Paradox Strategies is featured in an article in the magazine’s recent diversity and inclusion edition that recognizes both emerging and top 10 diversity and inclusion companies. The article is about how we work at the intersection of innovation and inclusion to show how effective leaders deliver growth and performance by embracing an organization’s collective talents.

In this interview with Manage HR Magazine, Founding Partner Dr. Linda Hill and 2 of our managing partners, Cheryl Whaley and Taran Swan, share insights into strategies for nurturing individual differences to unleash an organization’s full potential. (Access a PDF reprint of the full article here: Paradox Strategies: Leveraging Cutting-Edge Research to Drive Innovation.)

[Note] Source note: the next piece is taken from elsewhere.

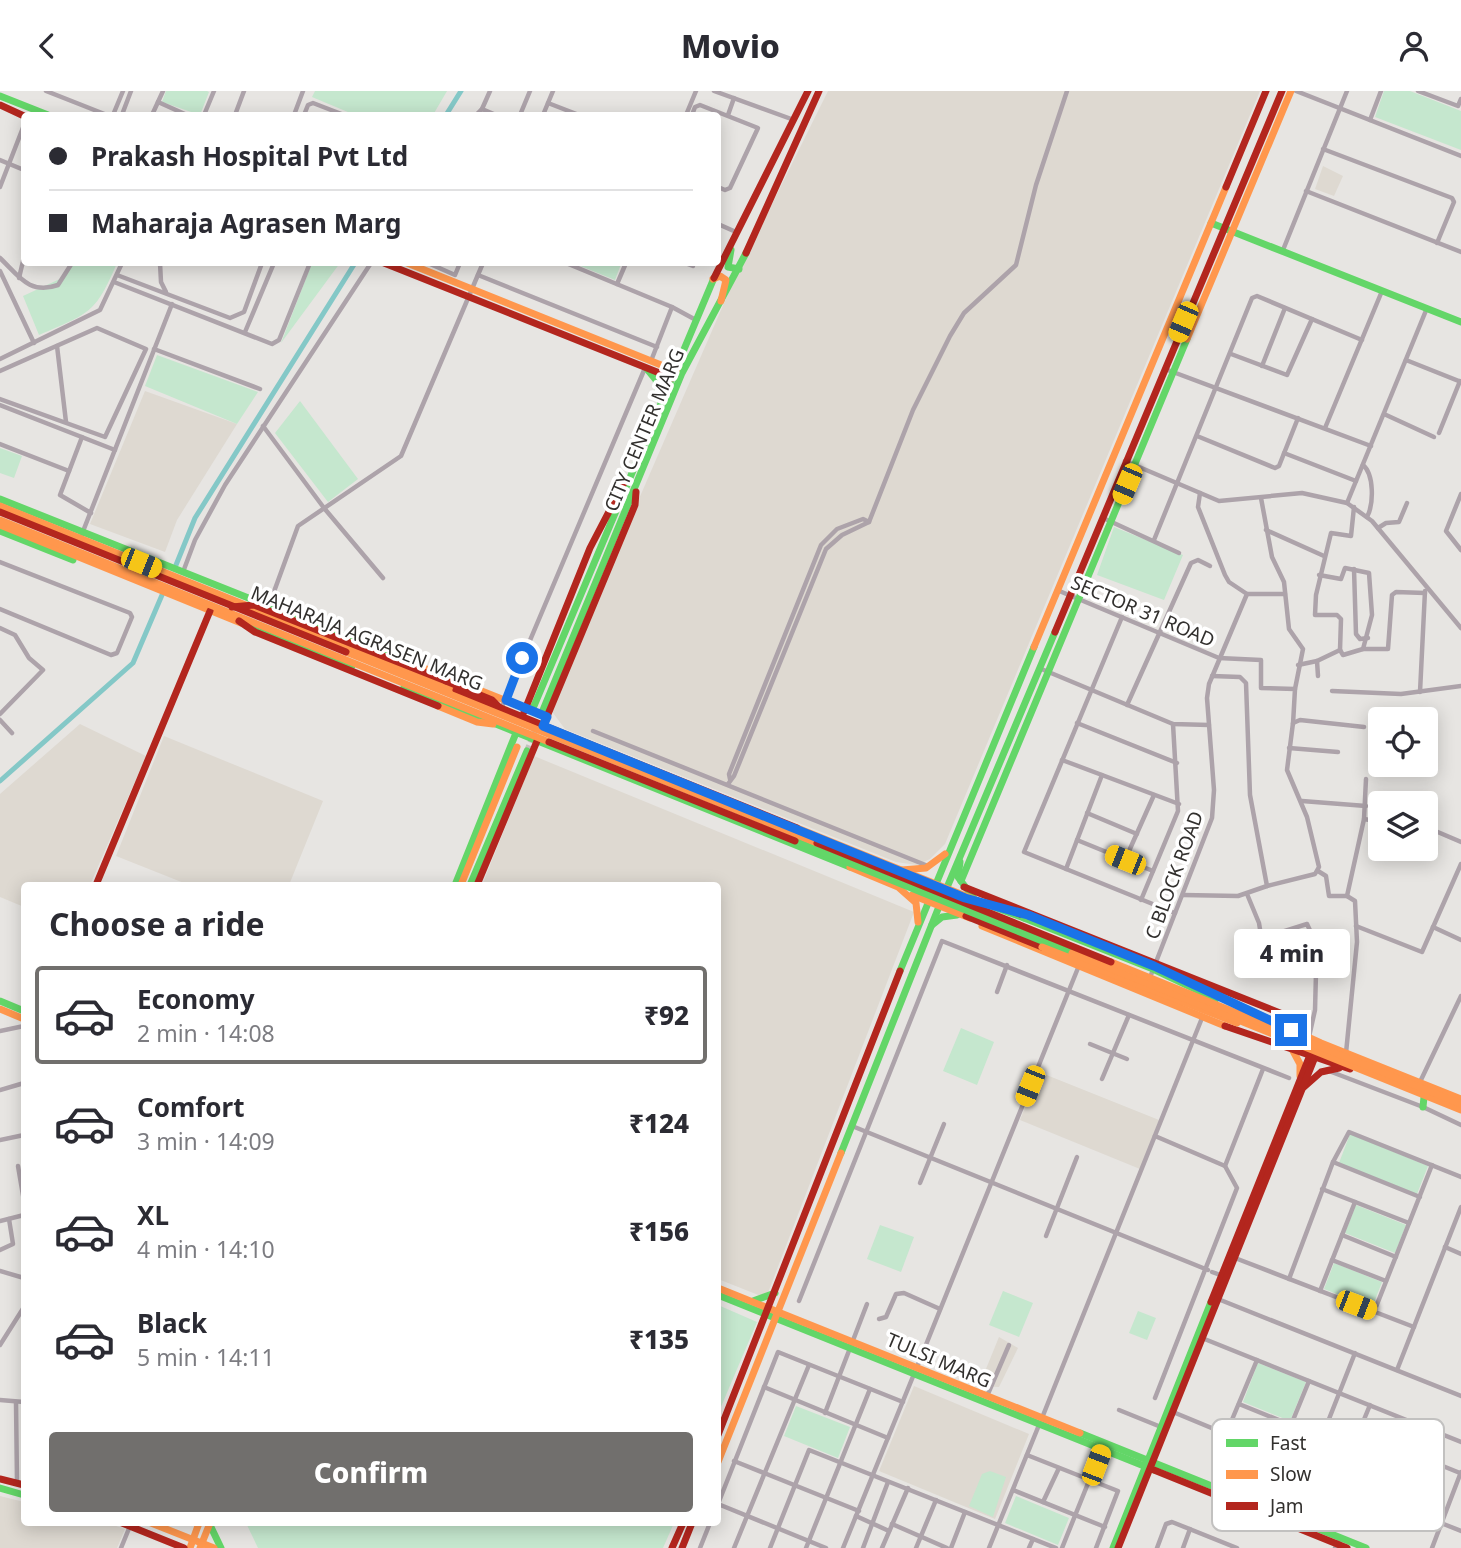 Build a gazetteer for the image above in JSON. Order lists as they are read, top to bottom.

“There is no question that a diverse and inclusive work environment can help an organization attract top talent and drive innovation. But you can’t take for granted that this will happen naturally,” the three state in the article. “To realize the benefits of diversity and inclusion, organizations need to follow best practices. Paradox helps companies and other groups define these approaches in the context of their own particular circumstances.”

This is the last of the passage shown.